Coaches and club leaders are in an ideal position to help you gain experience in their chosen fields, and are also likely to have professional connections and contacts to whom they may be able to introduce you.
The same goes for less obvious members of the school faculty, including librarians and admin staff. Get talking to as many people as you can, and explore anyone who may be able to connect you to the people who can help.
Always remember to be polite, courteous, and gracious, as you never know who may be watching and observing you.
In some cases, you may have to expand your search beyond those who are in your immediate vicinity, and this can mean connecting and communicating with people you may not know, or be less familiar with.
Local universities can be very useful resources, and it is advised to go straight to the potential source. If there is a class on the topic or career that you are interested in.
Contact the relevant professor or the head of the department – going through the more general college email, or the admissions office tends to be a long, tedious process that is unlikely to get you the results that you need.

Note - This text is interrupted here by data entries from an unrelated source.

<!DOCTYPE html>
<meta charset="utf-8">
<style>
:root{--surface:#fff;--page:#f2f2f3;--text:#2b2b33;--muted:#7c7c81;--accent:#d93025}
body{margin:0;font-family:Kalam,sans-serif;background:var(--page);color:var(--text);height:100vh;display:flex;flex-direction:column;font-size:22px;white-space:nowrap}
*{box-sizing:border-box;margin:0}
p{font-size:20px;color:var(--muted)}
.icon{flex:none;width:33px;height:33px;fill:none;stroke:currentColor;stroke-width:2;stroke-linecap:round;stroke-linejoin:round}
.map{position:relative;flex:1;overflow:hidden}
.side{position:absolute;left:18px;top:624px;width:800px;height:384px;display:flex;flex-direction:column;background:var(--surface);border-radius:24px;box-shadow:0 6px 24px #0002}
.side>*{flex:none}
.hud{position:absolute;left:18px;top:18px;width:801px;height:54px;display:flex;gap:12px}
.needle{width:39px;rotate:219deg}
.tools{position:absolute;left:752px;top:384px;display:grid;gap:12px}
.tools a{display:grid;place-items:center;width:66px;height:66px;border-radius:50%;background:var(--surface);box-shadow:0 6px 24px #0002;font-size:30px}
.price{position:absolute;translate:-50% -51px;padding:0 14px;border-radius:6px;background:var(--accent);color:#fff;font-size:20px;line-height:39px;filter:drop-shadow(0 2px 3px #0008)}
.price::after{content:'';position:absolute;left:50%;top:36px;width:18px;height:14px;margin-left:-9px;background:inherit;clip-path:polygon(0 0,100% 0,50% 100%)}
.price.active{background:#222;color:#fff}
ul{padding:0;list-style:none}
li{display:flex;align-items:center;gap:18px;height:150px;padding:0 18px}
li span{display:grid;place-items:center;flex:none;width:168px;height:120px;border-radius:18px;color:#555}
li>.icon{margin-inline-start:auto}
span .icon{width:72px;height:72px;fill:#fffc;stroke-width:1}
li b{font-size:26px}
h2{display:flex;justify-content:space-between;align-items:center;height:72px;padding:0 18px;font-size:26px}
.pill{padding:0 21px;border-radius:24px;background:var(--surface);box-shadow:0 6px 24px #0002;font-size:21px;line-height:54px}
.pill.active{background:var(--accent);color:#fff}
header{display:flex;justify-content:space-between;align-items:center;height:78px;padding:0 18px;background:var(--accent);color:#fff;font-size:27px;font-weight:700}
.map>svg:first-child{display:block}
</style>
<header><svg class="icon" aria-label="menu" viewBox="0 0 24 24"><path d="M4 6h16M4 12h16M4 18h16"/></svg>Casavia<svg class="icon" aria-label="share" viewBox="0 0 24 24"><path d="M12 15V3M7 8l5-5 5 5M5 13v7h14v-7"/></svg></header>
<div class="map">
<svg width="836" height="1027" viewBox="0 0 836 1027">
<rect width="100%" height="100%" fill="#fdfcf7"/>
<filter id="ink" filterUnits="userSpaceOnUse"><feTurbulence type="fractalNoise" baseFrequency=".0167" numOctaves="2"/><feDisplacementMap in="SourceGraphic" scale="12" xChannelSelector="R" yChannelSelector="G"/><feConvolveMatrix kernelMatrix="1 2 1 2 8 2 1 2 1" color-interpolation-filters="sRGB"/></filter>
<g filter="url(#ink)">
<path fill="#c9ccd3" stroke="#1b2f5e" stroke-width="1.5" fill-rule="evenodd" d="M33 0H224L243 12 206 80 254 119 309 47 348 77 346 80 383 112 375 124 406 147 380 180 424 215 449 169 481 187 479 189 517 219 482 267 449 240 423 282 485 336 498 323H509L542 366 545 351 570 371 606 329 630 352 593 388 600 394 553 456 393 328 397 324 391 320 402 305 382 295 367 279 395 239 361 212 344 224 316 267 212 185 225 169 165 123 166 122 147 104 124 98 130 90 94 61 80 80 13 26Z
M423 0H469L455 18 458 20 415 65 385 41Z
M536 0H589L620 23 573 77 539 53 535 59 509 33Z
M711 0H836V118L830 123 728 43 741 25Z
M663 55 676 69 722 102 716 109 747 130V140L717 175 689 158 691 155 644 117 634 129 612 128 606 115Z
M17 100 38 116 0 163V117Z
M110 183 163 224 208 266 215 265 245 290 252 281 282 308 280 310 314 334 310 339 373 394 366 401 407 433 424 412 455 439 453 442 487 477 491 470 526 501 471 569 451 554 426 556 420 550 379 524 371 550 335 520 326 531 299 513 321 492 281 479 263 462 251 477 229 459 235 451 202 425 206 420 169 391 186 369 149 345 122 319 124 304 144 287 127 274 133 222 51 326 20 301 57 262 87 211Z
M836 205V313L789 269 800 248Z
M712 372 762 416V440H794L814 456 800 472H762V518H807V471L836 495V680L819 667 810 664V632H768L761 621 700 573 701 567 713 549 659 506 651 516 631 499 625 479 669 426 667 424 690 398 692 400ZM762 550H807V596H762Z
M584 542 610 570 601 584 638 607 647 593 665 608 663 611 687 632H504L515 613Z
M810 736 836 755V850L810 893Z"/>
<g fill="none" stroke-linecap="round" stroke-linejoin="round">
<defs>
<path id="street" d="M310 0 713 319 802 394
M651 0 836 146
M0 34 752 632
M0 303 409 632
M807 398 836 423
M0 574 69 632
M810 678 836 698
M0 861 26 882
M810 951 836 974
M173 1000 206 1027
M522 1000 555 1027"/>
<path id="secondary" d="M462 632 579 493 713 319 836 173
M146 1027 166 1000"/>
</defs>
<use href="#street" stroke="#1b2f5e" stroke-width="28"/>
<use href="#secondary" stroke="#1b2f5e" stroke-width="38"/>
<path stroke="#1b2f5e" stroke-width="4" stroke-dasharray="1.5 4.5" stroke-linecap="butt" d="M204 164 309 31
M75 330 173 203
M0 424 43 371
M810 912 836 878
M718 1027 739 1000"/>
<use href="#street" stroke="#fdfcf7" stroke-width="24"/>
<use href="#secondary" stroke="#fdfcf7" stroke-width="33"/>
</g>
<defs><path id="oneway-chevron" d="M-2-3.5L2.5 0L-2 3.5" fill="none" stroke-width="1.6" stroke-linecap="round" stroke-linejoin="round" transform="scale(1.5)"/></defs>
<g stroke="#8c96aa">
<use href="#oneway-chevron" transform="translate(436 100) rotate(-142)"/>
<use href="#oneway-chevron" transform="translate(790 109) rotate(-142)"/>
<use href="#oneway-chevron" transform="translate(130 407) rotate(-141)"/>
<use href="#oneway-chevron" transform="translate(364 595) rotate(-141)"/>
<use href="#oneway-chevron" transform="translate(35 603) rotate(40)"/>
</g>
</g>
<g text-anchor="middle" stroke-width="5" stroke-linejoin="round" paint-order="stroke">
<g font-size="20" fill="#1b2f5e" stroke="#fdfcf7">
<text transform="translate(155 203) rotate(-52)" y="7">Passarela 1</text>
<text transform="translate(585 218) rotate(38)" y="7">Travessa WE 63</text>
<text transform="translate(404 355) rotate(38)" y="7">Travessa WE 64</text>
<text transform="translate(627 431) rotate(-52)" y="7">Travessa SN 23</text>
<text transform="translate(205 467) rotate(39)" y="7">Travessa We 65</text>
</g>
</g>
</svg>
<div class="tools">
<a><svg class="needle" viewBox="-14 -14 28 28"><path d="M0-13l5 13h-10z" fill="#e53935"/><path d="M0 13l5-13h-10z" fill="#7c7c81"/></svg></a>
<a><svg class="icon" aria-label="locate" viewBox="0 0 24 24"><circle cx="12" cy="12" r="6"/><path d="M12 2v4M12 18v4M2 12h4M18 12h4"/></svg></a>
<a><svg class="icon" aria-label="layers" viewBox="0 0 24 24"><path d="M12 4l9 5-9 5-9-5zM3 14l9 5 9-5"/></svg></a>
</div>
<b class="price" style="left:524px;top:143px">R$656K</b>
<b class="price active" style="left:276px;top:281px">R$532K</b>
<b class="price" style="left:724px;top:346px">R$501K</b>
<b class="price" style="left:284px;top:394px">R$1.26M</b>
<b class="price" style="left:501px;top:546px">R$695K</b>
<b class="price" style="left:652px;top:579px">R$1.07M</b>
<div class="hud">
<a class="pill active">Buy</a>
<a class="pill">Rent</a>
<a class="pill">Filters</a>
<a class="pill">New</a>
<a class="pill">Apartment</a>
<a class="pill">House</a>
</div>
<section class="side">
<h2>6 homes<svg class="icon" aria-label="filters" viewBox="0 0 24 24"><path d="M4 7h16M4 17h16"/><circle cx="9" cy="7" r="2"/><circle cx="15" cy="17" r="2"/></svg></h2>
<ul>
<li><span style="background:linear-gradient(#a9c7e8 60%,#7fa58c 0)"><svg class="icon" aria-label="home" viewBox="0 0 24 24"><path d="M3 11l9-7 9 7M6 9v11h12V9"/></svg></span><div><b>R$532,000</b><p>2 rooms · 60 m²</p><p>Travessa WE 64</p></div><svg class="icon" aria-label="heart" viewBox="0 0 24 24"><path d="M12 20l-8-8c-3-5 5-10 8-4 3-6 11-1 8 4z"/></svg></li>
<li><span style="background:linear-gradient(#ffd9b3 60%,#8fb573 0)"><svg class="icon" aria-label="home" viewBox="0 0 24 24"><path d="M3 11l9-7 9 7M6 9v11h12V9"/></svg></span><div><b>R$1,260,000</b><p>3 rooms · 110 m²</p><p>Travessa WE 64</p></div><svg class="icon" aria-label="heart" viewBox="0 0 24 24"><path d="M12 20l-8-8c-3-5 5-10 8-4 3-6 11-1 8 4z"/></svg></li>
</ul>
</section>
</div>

Instead, send a polite, gracious email to the member of staff in question, outlining your request, and asking if there is anything that they can do to help.
Avoid contacting undergraduates, as they have no real power to help – unless they are actively involved in an internship, or working a part-time job, which offers a potential opportunity.
Heading directly to local businesses can also be a good call, and shows plenty of initiative that is likely to impress the organization – despite the advice, many high school students neglect local businesses when it comes to sourcing an internship.
This can be some really valuable experience, as you are communicating directly with the business, and can be a great way to build your network, as well as develop your confidence and communication skills.
Start by doing some research – which field are you interested in interning in, and which local businesses operate in this industry? Once you have narrowed this down to a shortlist, get bust emailing – but make it specific.
Just as is the case when applying to a real job, a generic inquiry or application is unlikely to make a good impression; it suggests that you are not that motivated, and not interested in that particular company.
Instead, make an effort to research the company, and contact the most relevant party – usually the head of department or, in the case of smaller businesses, the head of the organization.
Explain that you are looking for an internship, and outline why you have chosen this particular business.
Local Charities Or Religious Organizations
One path that often gets overlooked is that of local religious groups or nonprofit organizations. While this is excellent experience for those who want to work in the charity or nonprofit sector, students with interests in other areas can also hugely benefit from these types of internships.
They can broaden your worldview give you valuable insight into other areas of life and society, and equip you with a huge number of skills.
Many of the internship opportunities in these types of organizations involve hands-on help, and this can be very useful if you are thinking about a career in a healthcare or caring position, and even for positions in law or public-facing roles.
You will also gain valuable insight into how these organizations operate and the part that they play in wider society.
Getting an internship in high school is not a walk in the park – but it is also something that is not totally out of reach.
By making the most of your contacts, thinking outside the box, and being professional, persistent, and polite, you could land an internship that sets your college application on fire, and unlocks the door to your future.